In response to Ashley McGuire’s post about Beyoncé’s performance at the Super Bowl and the question of whether traditionally minded women can be sexy: of course they can. Traditional women can be, and are, sexy. So are liberal women and anarchist women (although there’s fewer of those). Women are sexy. It’s just kinda how God made them.
But the central question is: What is sexy and what is crude? I’m a Catholic with some artistic inclinations, so for me it’s a difficult question to answer. As a Christian, things in this world point to metaphysical things, including ultimate truth and beauty. The female form can signal beauty, truth, strength, sex, life itself (as I tried to show, albeit with a little irony, in this film). But if taken too far, and revealing too much–and it is a very fine line indeed–the dance devolves into crude titillation. One of my favorite paintings of all time is the nude in Matisse’s “Studio 1916.” It is art, its shapes and forms and colors saturated with the world while radiating with a heavenly beauty. Yet when the fifty-something Madonna reveals a breast on stage, the world gags.
Beyoncé is an absolute master at presenting the female form. Her costumes are pure genius. She reveals just enough, and knows that the simple act of a woman with gorgeous legs walking confidently down a stage needs no embellishment. It’s not high art, but to me it is art, and we should be able to appreciate and have fun with the performance.

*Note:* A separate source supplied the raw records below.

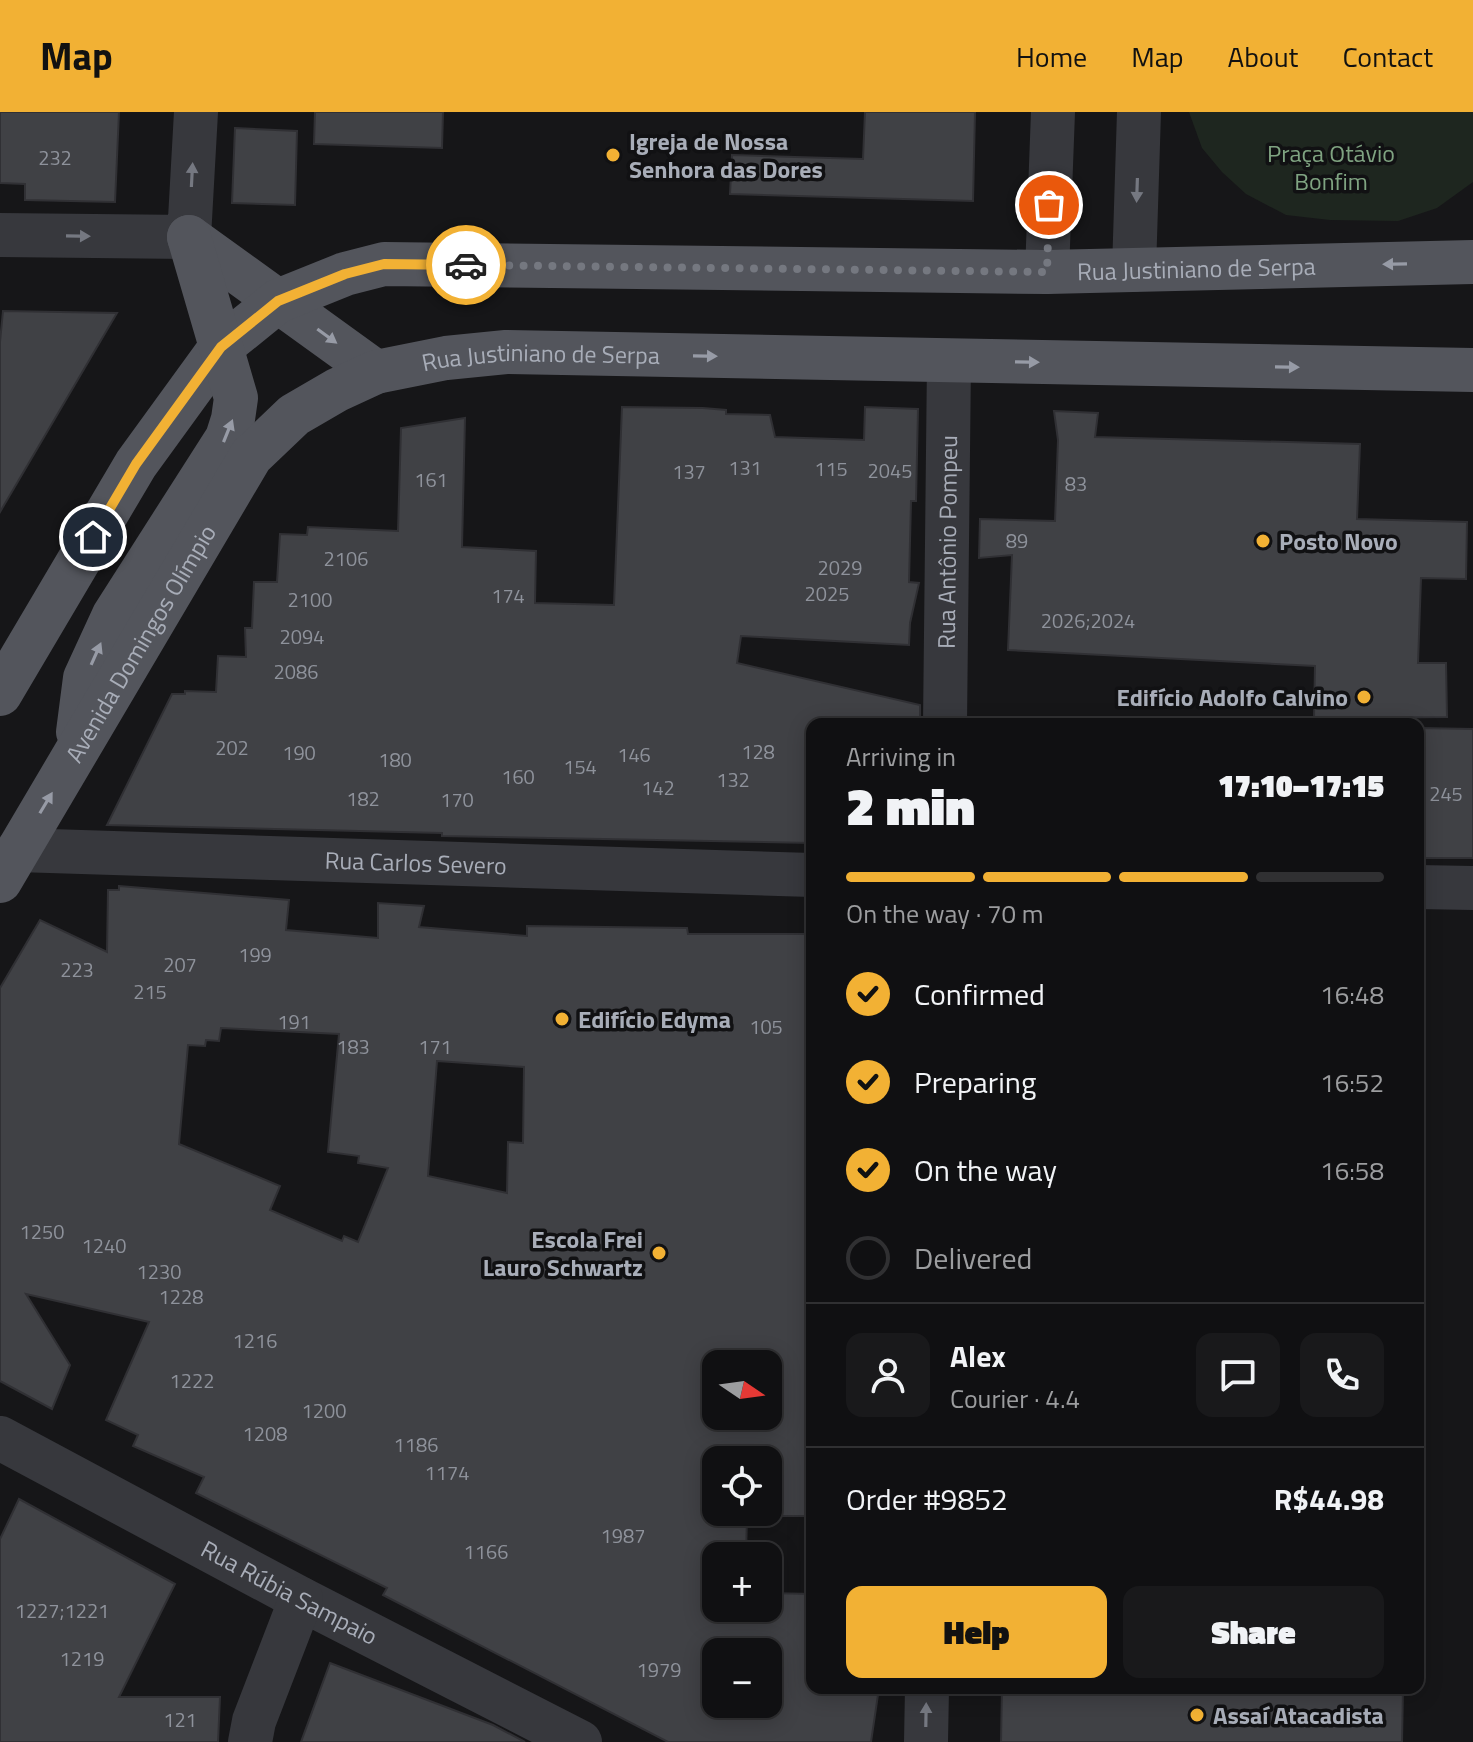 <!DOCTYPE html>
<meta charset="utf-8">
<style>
:root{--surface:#101012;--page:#19191b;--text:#f1f3f6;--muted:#9c9d9f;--line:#303032;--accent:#f2b134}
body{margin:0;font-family:"Titillium Web",sans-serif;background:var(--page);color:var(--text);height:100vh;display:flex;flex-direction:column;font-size:30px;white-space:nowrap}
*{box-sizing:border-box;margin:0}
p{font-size:26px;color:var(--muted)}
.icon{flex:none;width:44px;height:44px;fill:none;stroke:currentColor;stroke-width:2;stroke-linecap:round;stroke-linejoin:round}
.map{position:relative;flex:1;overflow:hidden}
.side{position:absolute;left:806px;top:606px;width:618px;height:976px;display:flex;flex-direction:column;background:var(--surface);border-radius:16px;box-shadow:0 4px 20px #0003,0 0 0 2px var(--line)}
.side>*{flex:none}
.needle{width:52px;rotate:103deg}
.fabs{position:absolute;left:702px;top:1238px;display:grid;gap:16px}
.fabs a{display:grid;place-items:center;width:80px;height:80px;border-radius:16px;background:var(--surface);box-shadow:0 4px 20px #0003,0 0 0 2px var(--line);font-size:40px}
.pin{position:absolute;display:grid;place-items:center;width:68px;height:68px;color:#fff;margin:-34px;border:4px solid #fff;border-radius:50%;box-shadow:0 2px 8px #0007}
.courier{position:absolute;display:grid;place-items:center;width:80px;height:80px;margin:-40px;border:6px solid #f2b134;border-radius:50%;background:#fff;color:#222;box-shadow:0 2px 10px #0007}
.summary em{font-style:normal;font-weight:800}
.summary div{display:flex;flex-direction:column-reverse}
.summary{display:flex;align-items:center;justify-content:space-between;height:136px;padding:0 40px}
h1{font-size:52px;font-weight:800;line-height:60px}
.bar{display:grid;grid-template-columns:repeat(4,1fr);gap:12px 8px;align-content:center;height:96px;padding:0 40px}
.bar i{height:10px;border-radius:6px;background:var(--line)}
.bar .selected{background:var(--accent)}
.bar p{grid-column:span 4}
.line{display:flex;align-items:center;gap:20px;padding:0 40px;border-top:2px solid var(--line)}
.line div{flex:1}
.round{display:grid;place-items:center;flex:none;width:84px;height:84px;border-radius:16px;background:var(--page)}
ol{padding:0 40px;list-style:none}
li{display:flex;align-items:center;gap:24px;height:88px}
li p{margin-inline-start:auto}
li .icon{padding:8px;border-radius:50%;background:var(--accent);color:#111;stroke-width:4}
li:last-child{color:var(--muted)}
li i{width:44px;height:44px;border:4px solid var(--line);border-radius:50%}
.action{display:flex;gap:16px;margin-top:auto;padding:16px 40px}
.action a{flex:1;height:92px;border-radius:16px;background:var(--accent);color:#111;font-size:32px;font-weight:800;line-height:92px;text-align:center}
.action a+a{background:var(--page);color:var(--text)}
header{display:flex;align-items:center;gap:48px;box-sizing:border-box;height:112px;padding:0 40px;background:var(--accent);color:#111}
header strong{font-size:38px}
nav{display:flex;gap:44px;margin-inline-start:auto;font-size:28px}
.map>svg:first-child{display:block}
.built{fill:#222225}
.green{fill:#1e261f}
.building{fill:#404145;stroke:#303034;stroke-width:2;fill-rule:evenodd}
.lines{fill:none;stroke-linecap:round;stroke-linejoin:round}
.minor{stroke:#37383d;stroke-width:44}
.major{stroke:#53555c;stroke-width:44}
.oneway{fill:#757881}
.oneway2{fill:#979ba6}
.done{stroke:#757880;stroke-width:8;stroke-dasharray:0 14.4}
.route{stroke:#f2b134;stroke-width:10}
.poi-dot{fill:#f2b134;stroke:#111113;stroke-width:3}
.labels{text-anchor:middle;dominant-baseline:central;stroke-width:7;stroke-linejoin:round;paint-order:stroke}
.number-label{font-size:20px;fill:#8e929b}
.poi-label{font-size:24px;font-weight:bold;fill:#a8adb8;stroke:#111113;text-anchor:start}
.park-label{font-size:24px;fill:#7fa381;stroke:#111113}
.street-label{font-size:24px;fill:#a8adb8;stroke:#111113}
</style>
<header>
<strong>Map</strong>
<nav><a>Home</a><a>Map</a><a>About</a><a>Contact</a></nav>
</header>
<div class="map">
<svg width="1473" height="1630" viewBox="0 0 1473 1630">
<rect width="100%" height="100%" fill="#161618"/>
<path class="built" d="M1418 855 1425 856 1418 1021Z"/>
<path class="green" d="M1189 0H1473V70L1437 96 1398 109 1330 108 1286 103 1246 82 1222 60 1202 36Z"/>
<g class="building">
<path d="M0 0H119L115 90 25 88V72L0 71Z"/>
<path d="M315 0H443L442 36 314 32Z"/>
<path d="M865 0H975L973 89 730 82 732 43 863 47Z"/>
<path d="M235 16 297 19 295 93 232 91Z"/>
<path d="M3 199 117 201 0 400V230Z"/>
<path d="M622 295 703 296 726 298V302L770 303 775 325 864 328 865 295 918 297 916 389H911L909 470 919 471 910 511 909 533 741 524 737 551 920 593V612H812V731L442 724V721L107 713 172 582H185V579L216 580 218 544 246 545 245 516H252L254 470H277L280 422 307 423 308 415 398 419 401 316 465 306 462 435 536 439 535 491 614 493Z"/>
<path d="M1054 299 1098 301 1095 325 1360 332 1357 407 1467 410 1466 467 1421 466 1418 551H1446L1447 605 1314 606 1315 554 1008 538 1012 443 979 446 980 407 1055 409 1058 328Z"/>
<path d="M1418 616 1473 617V746H1418Z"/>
<path d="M119 774 289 788 286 818 378 826V791L424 794 419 815 527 824V814L687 816 688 822H812V1404H747L746 1444H716V1496H768V1481L812 1482V1576H879L871 1630H668L383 1483 387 1476 196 1381 204 1365 133 1334 138 1323 106 1308 149 1210 26 1182 70 1253 52 1297 0 1269V876L40 808 107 840 108 778H119ZM221 916 339 922 328 1040 359 1044 358 1051 388 1056 358 1130 344 1124 342 1129 270 1098 280 1074 179 1032 188 933 205 934 206 928 219 929ZM437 949 524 955 523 1031 508 1030 507 1081 428 1064ZM716 1252H768V1304H716ZM716 1348H768V1400H716ZM716 1540H768V1592H716Z"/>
<path d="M19 1387 175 1472 119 1585H220L218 1630H0V1427Z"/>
<path d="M330 1551 493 1613 525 1630H301Z"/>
<path d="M1002 1576H1403L1402 1630H1001Z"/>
</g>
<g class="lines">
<g class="minor">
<path d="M0 123 189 125 196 0"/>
<path d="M1134 158 1139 0"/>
<path d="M1047 160 1053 0"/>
<path id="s1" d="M945 612 949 249"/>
<path id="s2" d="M18 738 812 763"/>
<path d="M1418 775 1473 776"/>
<path id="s3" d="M0 1326 301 1487 580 1630"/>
<path d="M250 1630 254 1609 301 1487"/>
<path d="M926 1630 927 1576"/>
</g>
<g class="major">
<path d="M189 125 376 260"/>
<path id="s4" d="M0 582 136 352 221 235 278 189 345 162 384 152 1047 160 1473 150"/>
<path d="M78 620 85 566 114 503 227 326 233 307 236 286 189 125"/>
<path id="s5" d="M0 769 251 344 294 303 337 278 376 260 446 246 506 240 1473 258"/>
</g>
</g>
<defs><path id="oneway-solid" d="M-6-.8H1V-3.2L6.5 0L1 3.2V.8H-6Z" transform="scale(2)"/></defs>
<g class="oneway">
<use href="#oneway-solid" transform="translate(192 63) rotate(-87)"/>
<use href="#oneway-solid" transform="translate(1137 78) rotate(92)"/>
<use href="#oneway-solid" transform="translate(78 124) rotate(1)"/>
<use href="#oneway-solid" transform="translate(926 1603) rotate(-89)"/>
</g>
<g class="oneway2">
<use href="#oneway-solid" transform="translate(1395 152) rotate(179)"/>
<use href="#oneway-solid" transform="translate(327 224) rotate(36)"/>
<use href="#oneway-solid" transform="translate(705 244) rotate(1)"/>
<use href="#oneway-solid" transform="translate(1027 250) rotate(1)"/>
<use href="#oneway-solid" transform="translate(1287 255) rotate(1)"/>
<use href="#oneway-solid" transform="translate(228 319) rotate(-68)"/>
<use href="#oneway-solid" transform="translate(96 542) rotate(-66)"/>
<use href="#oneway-solid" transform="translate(46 691) rotate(-59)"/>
</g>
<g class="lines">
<path class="done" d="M466 153 1047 160 1049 93"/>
<path class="route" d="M93 425 136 352 221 235 278 189 345 162 384 152 466 153"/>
</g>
<g class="poi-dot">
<circle cx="613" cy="43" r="8"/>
<circle cx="1263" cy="429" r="8"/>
<circle cx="1364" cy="585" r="8"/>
<circle cx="562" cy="907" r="8"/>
<circle cx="659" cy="1141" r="8"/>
<circle cx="1197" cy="1603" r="8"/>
</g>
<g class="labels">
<g class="number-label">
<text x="55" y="45">232</text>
<text x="745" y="355">131</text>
<text x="831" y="356">115</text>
<text x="890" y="358">2045</text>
<text x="689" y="359">137</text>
<text x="431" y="367">161</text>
<text x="1076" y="371">83</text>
<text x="1017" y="428">89</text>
<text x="346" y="446">2106</text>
<text x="840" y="455">2029</text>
<text x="827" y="481">2025</text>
<text x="508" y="483">174</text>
<text x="310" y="487">2100</text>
<text x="1088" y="508">2026;2024</text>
<text x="302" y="524">2094</text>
<text x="296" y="559">2086</text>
<text x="232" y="635">202</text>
<text x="758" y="639">128</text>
<text x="299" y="640">190</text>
<text x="634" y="642">146</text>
<text x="395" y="647">180</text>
<text x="580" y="654">154</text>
<text x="518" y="664">160</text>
<text x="733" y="667">132</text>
<text x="658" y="675">142</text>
<text x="1446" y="681">245</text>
<text x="363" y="686">182</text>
<text x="457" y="687">170</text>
<text x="255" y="842">199</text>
<text x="180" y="852">207</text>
<text x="77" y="857">223</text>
<text x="150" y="879">215</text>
<text x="294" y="909">191</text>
<text x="766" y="914">105</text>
<text x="353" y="934">183</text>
<text x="435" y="934">171</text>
<text x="42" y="1119">1250</text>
<text x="104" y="1133">1240</text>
<text x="159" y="1159">1230</text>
<text x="181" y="1184">1228</text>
<text x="255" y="1228">1216</text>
<text x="192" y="1268">1222</text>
<text x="324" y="1298">1200</text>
<text x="265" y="1321">1208</text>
<text x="416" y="1332">1186</text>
<text x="447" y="1360">1174</text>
<text x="623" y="1423">1987</text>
<text x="486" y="1439">1166</text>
<text x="62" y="1498">1227;1221</text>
<text x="82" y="1546">1219</text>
<text x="659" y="1557">1979</text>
<text x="180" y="1607">121</text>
</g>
<g class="poi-label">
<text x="629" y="29">Igreja de Nossa<tspan x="629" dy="28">Senhora das Dores</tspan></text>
<text x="1279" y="429">Posto Novo</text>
<text x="1348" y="585" text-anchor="end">Edifício Adolfo Calvino</text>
<text x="578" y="907">Edifício Edyma</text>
<text x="643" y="1127" text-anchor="end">Escola Frei<tspan x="643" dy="28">Lauro Schwartz</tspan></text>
<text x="1213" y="1603">Assaí Atacadista</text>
</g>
<g class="park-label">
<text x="1331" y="41">Praça Otávio<tspan x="1331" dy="28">Bonfim</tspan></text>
</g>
<g class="street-label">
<text stroke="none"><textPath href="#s4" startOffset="1410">Rua Justiniano de Serpa</textPath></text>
<text stroke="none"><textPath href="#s5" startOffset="812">Rua Justiniano de Serpa</textPath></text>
<text stroke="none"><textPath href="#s1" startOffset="182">Rua Antônio Pompeu</textPath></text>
<text stroke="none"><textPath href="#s5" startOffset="276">Avenida Domingos Olímpio</textPath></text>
<text stroke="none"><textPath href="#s2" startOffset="398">Rua Carlos Severo</textPath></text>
<text stroke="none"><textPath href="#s3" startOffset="328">Rua Rúbia Sampaio</textPath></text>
</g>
</g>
</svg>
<div class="fabs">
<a><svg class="needle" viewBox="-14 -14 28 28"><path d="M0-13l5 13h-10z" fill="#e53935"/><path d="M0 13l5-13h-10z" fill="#9c9d9f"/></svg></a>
<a><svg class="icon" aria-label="locate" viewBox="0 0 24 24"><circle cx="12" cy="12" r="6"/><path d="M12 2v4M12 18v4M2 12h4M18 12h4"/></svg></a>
<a>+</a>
<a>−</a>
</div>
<div class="pin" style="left:1049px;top:93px;background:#ea580c"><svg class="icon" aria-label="bag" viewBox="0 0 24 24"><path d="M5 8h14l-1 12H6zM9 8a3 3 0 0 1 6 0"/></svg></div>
<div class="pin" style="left:93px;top:425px;background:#1f2937"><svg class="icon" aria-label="home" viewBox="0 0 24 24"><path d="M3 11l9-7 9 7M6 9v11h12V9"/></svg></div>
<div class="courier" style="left:466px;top:153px"><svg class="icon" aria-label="car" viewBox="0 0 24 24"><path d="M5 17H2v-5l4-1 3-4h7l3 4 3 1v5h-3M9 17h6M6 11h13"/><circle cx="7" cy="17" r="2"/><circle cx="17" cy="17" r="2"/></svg></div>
<section class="side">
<div class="summary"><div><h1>2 min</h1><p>Arriving in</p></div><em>17:10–17:15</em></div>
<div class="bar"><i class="selected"></i><i class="selected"></i><i class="selected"></i><i></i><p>On the way · 70 m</p></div>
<ol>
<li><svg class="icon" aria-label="check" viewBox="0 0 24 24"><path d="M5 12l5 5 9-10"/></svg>Confirmed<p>16:48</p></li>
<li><svg class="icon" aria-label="check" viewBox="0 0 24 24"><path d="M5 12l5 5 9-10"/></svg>Preparing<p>16:52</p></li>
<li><svg class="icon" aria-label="check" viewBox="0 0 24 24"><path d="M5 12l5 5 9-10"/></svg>On the way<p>16:58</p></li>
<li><i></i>Delivered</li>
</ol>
<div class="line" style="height:144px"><a class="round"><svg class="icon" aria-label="person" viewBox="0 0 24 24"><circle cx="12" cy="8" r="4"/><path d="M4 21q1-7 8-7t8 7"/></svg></a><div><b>Alex</b><p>Courier · 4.4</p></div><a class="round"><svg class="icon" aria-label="chat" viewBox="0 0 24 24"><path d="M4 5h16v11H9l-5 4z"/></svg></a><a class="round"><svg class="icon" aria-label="phone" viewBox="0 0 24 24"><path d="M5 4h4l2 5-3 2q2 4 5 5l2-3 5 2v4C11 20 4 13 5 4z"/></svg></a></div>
<div class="line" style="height:104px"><div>Order #9852</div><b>R$44.98</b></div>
<div class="action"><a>Help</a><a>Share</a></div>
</section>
</div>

There seems to be an unmentioned contract between Beyoncé and her fans that she will tear it up onstage, but never demean herself or betray her core beliefs. But again, the girl takes it right up to the line. The great Catholic theologian Dietrich Von Hildebrand once noted that the act of making love can turn from the sublime to the demonic in mere seconds. Beyoncé is right on that edge. And when you go over, bad things can happen–not least of which is the audience gets bored. (Oh, Britney’s taking it off again? Yawn.) I also tire of B’s migraine-inducing empowerment anthems, but that’s a different matter.
Beyoncé is a beautiful woman, of course, but that beauty does not stand separate from other values. The great theologian Hans Urs von Balthasar, in a different context, put it nicely:
We no longer dare to believe in beauty and we make of it a mere appearance in order the more easily to dispose of it. Our situation today shows that beauty demands for itself at least as much courage and decision as do truth and goodness, and she will not allow herself to be separated and banned from her two sisters without taking them along with herself in an act of mysterious vengeance. We can be sure that whoever sneers at her name as if she were the ornament of a bourgeois past–whether he admits it or not–can no longer pray and soon will no longer be able to love.





Personally, I don’t see a problem with crudeness in art. The fact is that most people today are, to a certain effect, crude. I fear conservatives’ natural tendency to eschew crudeness has put us a a disadvantage in trying to sell our beliefs – so much of modern society is crude that to shun crudeness creates the appearance of being out of touch. As long as crudeness is used for a higher purpose, as long as the consequences of crude behavior are examined along with the crude behavior itself I believe it’s okay. By all means, make a TV program that depicts young, unmarried couples copulating in an explicit sex scenes, but show the consequences of those actions too. It can only make the message more effective. TS Eliot’s modernist poetry was undoubtedly completely unpalatable to those with traditionalist tastes in literature, but he was utilizing it for traditionalist ends.
So I’m curious as to how you think that she doesn’t “embellish”? Or what core beliefs she is not betraying. I mean she may not be as extreme as Madonna or Gaga, but sex appeal is the delivery method of her performance art.
Turning on her male fans – as well as making her female fans wish they could turn on men the way she does – is a huge part of her appeal. Denying this fact is to be disingenuous.
Artists can use sex in their work and they should. I believe that you cross the line to crude when your end goal is a turn on.